[ABOUT THIS EXERCISE] Locate each line below that includes "button" and reproduce it.

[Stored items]
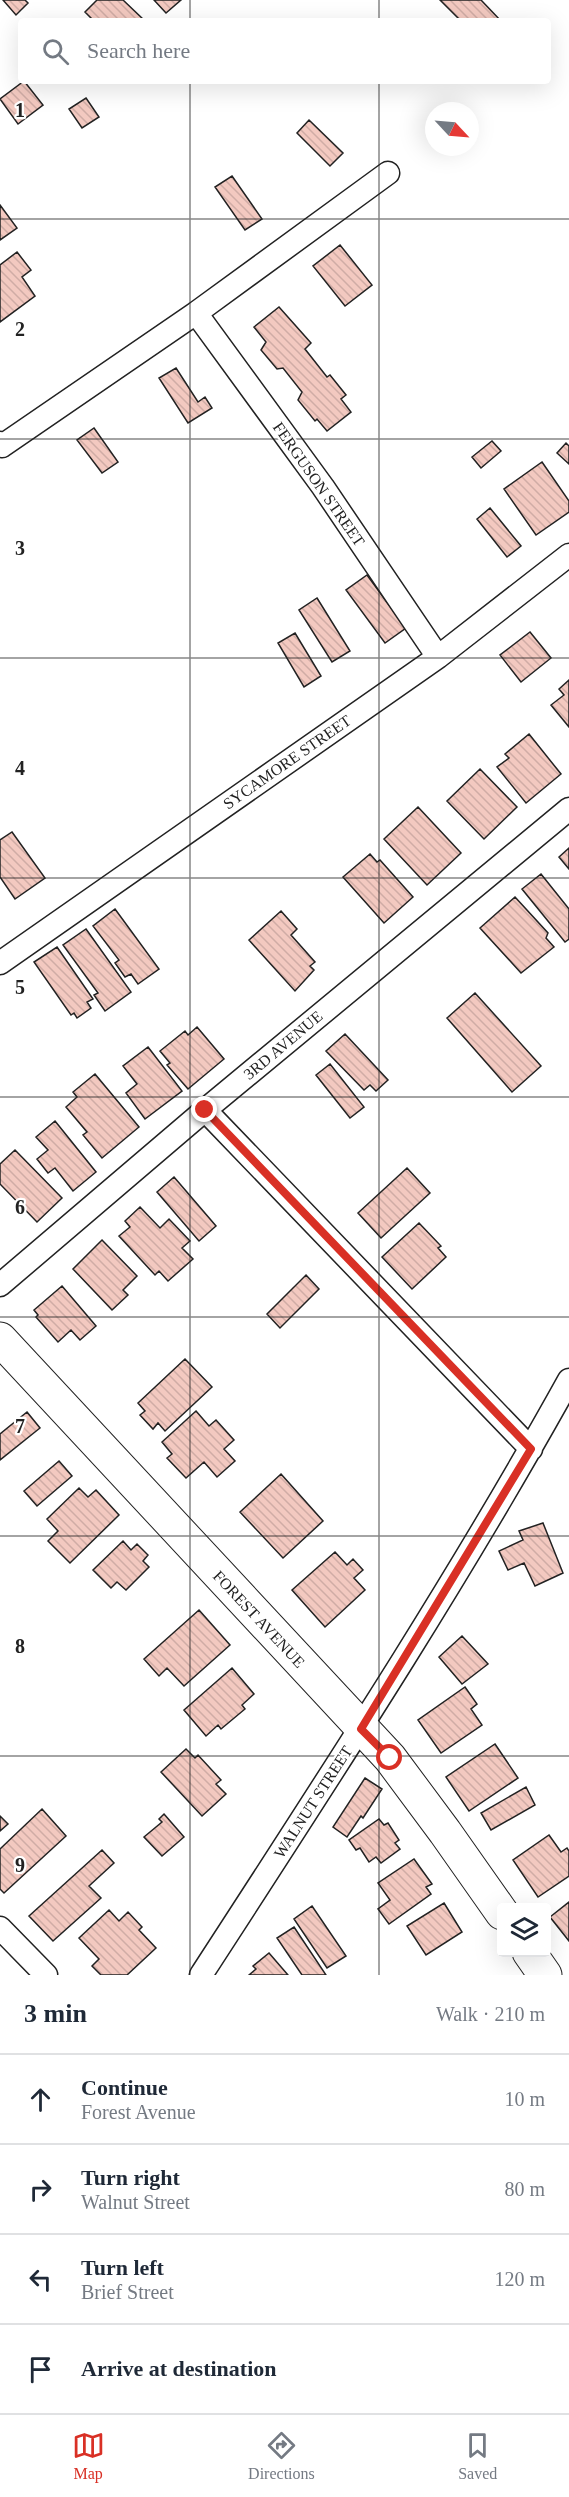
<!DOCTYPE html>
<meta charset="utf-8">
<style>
body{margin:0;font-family:Georgia,serif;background:#f6f6f7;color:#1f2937}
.controls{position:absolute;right:18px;bottom:18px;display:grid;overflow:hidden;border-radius:6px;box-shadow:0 6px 24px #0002}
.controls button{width:54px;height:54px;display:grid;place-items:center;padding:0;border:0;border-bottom:2px solid #e0e1e3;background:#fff;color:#1f2937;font:30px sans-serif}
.compass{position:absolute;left:425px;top:102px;width:54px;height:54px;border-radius:50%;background:#fff;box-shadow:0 6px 24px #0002;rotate:116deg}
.stop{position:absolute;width:18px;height:18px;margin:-14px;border:4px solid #d93025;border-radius:50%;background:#fff}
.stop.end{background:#d93025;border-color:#fff;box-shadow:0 2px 6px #0008}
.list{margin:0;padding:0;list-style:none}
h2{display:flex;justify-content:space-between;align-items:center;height:78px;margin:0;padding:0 24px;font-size:26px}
h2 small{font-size:20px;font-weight:400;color:#747a83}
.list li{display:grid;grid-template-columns:39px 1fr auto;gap:18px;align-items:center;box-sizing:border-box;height:90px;padding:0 24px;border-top:2px solid #e0e1e3}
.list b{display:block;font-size:22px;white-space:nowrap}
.list p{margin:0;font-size:20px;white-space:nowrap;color:#747a83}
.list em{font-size:20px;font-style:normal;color:#747a83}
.icon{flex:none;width:33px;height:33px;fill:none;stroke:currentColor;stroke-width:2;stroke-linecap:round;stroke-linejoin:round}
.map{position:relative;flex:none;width:569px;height:1975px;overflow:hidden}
.search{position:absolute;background:#fff;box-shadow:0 6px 24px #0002;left:18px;right:18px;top:18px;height:66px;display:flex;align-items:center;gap:15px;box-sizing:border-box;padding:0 21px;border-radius:6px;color:#747a83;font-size:22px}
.sheet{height:438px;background:#fff}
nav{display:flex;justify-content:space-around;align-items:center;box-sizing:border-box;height:84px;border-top:2px solid #e0e1e3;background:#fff;font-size:16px;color:#747a83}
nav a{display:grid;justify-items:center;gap:3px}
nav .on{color:#d93025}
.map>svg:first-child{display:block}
</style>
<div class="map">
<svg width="569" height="1975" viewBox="0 0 569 1975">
<defs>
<pattern id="building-back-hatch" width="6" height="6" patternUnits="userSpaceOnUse" patternTransform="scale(1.5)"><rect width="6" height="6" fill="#f3c9c0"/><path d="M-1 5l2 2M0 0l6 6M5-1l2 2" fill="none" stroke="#d0aca5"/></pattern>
</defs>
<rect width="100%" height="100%" fill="#fff"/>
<!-- building -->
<path fill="url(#building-back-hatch)" stroke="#222" stroke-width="1.5" d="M3 0H25L28 3 16 15Z
M97 0H123L145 21H94L85 12Z
M154 0H181L166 13Z
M440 0H481L501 21H461Z
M24 81 43 105 18 124 0 99Z
M86 98 99 117 82 128 69 109Z
M309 120 343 153 330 166 297 133Z
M232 176 262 219 245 230 215 187Z
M0 205 17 228 0 240Z
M340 245 372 285 345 306 313 266Z
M17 252 31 270 22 277 35 296 0 322V265Z
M279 307 311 343 305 349 327 377 330 375 346 395 341 399 351 412 327 431 317 419 315 421 298 400 302 392 283 368 277 369 261 350 266 342 254 327Z
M176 368 198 402 205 397 212 408 188 423 159 378Z
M94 428 118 462 102 473 77 440Z
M492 441 501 451 481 468 472 457Z
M566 443 569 446V464L557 453Z
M542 462 569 501V512L536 535 504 489Z
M490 508 521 546 507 557 477 519Z
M367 575 406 628 385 643 346 590Z
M317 598 350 651 332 662 299 610Z
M530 632 551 658 521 682 500 655Z
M295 633 321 676 304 687 278 643Z
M569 680V727L551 705 564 695 559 689Z
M529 734 561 774 526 803 497 767 509 758 505 754Z
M480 769 517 807 484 839 447 801Z
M418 807 461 853 427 885 384 839Z
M12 832 45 878 15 899 0 877V840Z
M569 848V869L559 857Z
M370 854 377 862 380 860 413 897 384 923 343 877Z
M541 874 569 909V939L565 942 522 889Z
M515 897 548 933 546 938 554 947 521 973 480 928Z
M115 909 159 969 138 984 131 974 125 977 115 963 119 960 93 926Z
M281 911 297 929 291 935 315 962 310 966 314 970 295 991 249 940Z
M86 929 131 992 105 1011 94 995 98 993 63 945Z
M57 947 93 999 87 1002 91 1008 77 1018 74 1013 71 1015 34 962Z
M475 993 541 1066 512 1092 447 1018Z
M197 1027 224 1059 188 1089 167 1065 170 1063 160 1051 185 1031 188 1035Z
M345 1034 388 1080 376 1091 370 1085 364 1090 326 1051Z
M148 1047 182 1091 145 1119 126 1093 137 1084 123 1066Z
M330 1064 364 1107 350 1118 316 1075Z
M95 1074 139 1127 102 1158 83 1135 87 1132 66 1107 77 1097 73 1092Z
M55 1121 96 1172 73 1191 55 1168 48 1173 37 1159 48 1150 36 1137Z
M15 1150 62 1198 37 1222 0 1184V1164Z
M407 1168 430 1193 381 1238 358 1213Z
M174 1177 216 1226 199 1241 157 1192Z
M140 1207 160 1228 169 1219 190 1241 182 1248 193 1259 168 1281 159 1271 155 1275 119 1236 130 1227 125 1221Z
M419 1223 441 1246 438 1248 446 1257 412 1289 382 1257Z
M102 1240 137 1276 123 1290 128 1295 112 1310 73 1269Z
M306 1275 319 1289 280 1328 267 1314Z
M62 1286 96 1326 80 1340 71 1330 58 1342 36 1317 38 1315 34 1310Z
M185 1359 212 1387 165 1431 158 1423 153 1429 140 1415 145 1411 138 1403Z
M196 1411 209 1426 216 1420 234 1440 224 1449 235 1461 217 1477 204 1462 186 1478 167 1458 172 1454 162 1442Z
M27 1412 40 1428 0 1460V1434Z
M59 1461 72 1476 37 1506 24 1491Z
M281 1474 323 1521 283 1558 240 1512Z
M79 1488 88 1497 96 1490 119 1515 70 1563 48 1541 58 1531 47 1519Z
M543 1523 563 1573 535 1586 524 1563 508 1570 499 1551 523 1540 519 1531Z
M123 1541 131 1550 137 1544 148 1555 143 1561 149 1567 126 1590 117 1582 111 1588 93 1570Z
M335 1552 347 1565 353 1559 363 1570 354 1578 365 1590 325 1627 292 1590Z
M199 1610 230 1645 184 1686 167 1668 159 1676 144 1659Z
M462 1636 488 1664 462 1684 439 1657Z
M232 1668 254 1694 242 1705 245 1709 221 1729 218 1725 206 1736 184 1710Z
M465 1687 477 1704 471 1709 482 1725 441 1753 418 1720Z
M495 1744 518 1778 469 1811 446 1777Z
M186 1749 195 1758 198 1755 221 1780 216 1784 226 1794 202 1816 161 1772Z
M365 1778 382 1789 363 1818 361 1816 347 1837 333 1827Z
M526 1787 535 1805 491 1830 481 1813Z
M42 1809 66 1836 4 1893 0 1889V1849Z
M164 1814 184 1837 162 1856 144 1837 162 1822 159 1819Z
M0 1816 8 1824 0 1831Z
M379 1819 384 1825 388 1823 399 1840 395 1843 400 1849 381 1863 376 1857 369 1862 360 1848 356 1850 349 1840Z
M549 1835 561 1852 567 1848 569 1851V1876L538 1897 513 1860Z
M102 1850 114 1863 89 1886 101 1898 53 1941 29 1916Z
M414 1859 432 1884 426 1887 431 1894 389 1924 378 1909 390 1900 378 1883Z
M569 1902V1941L550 1917Z
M444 1903 462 1932 426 1955 407 1926Z
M312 1906 346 1956 327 1968 294 1919Z
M109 1910 119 1921 128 1912 142 1927 139 1930 156 1948 127 1975H101L92 1966 99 1959 79 1938Z
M294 1927 326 1975H302L277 1938Z
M269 1953 288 1975H249L256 1969 253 1966Z"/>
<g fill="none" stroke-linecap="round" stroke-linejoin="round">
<!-- street casing -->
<g stroke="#222" stroke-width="25">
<path id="street" d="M196 313 323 487 438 657
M0 443 2 446 196 313 388 173
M0 963 438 657 569 555
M205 1110 531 1449
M0 1285 205 1110 569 809
M0 1928 46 1975
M201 1975C328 1779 456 1584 569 1380"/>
</g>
<!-- secondary casing -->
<g stroke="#222" stroke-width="35">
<path id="secondary" d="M0 1339 390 1758 445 1832 502 1913
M529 1952 545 1975"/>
</g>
<!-- street -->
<use href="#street" stroke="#fff" stroke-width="22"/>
<!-- secondary -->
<use href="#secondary" stroke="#fff" stroke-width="33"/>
</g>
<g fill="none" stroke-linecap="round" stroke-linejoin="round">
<!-- route -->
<path stroke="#d93025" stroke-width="8" d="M205 1110 531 1449 361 1729 390 1758"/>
</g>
<!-- grid -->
<path fill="none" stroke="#222" stroke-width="1.5" stroke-opacity="0.55" d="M190 0V21M379 0V21M190 81V1975M379 81V1975M0 219H569M0 439H569M0 658H569M0 878H569M0 1097H569M0 1317H569M0 1536H569M0 1756H569"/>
<g text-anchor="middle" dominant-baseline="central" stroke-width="4.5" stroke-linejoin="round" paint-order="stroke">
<!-- street labels -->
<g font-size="16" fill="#222" stroke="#fff">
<text transform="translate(319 484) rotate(55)">FERGUSON STREET</text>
<text transform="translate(287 762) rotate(-35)">SYCAMORE STREET</text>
<text transform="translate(283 1045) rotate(-40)">3RD AVENUE</text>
<text transform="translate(259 1619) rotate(47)">FOREST AVENUE</text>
<text transform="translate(313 1802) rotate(-57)">WALNUT STREET</text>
</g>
</g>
<g font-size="20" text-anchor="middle" font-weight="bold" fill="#222" stroke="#fff" stroke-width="4.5" stroke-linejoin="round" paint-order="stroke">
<text x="20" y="117">1</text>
<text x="20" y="336">2</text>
<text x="20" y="555">3</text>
<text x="20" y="775">4</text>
<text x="20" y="994">5</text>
<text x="20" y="1214">6</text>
<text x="20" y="1433">7</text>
<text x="20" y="1653">8</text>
<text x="20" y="1872">9</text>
</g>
</svg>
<div class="controls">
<button><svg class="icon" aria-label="layers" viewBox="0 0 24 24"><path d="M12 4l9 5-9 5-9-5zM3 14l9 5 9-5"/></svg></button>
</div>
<svg class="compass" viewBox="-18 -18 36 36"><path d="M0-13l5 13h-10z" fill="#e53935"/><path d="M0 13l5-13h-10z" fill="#747a83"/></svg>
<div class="stop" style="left:390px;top:1758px"></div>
<div class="stop end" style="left:205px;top:1110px"></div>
<div class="search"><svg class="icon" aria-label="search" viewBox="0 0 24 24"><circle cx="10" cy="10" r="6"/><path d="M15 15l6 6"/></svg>Search here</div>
</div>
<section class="sheet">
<h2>3 min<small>Walk · 210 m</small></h2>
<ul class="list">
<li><svg class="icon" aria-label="ahead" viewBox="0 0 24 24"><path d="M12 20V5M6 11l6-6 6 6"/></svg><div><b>Continue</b><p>Forest Avenue</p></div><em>10 m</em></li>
<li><svg class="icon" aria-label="right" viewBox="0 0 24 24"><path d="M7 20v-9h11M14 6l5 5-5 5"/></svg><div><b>Turn right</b><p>Walnut Street</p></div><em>80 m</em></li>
<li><svg class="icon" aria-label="left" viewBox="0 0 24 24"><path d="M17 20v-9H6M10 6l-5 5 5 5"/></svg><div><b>Turn left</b><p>Brief Street</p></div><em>120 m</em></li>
<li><svg class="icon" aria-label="arrive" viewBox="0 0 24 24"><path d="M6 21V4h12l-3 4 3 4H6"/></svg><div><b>Arrive at destination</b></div></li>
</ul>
</section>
<nav>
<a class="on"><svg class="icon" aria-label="map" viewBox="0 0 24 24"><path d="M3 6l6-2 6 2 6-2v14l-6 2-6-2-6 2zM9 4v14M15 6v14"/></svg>Map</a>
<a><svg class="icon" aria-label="directions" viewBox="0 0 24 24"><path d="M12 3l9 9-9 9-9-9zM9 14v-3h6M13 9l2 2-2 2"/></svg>Directions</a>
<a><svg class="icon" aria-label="saved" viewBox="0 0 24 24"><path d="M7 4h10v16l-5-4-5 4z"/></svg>Saved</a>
</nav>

[THE COMPLETED TASK]
.controls button{width:54px;height:54px;display:grid;place-items:center;padding:0;border:0;border-bottom:2px solid #e0e1e3;background:#fff;color:#1f2937;font:30px sans-serif}
<button><svg class="icon" aria-label="layers" viewBox="0 0 24 24"><path d="M12 4l9 5-9 5-9-5zM3 14l9 5 9-5"/></svg></button>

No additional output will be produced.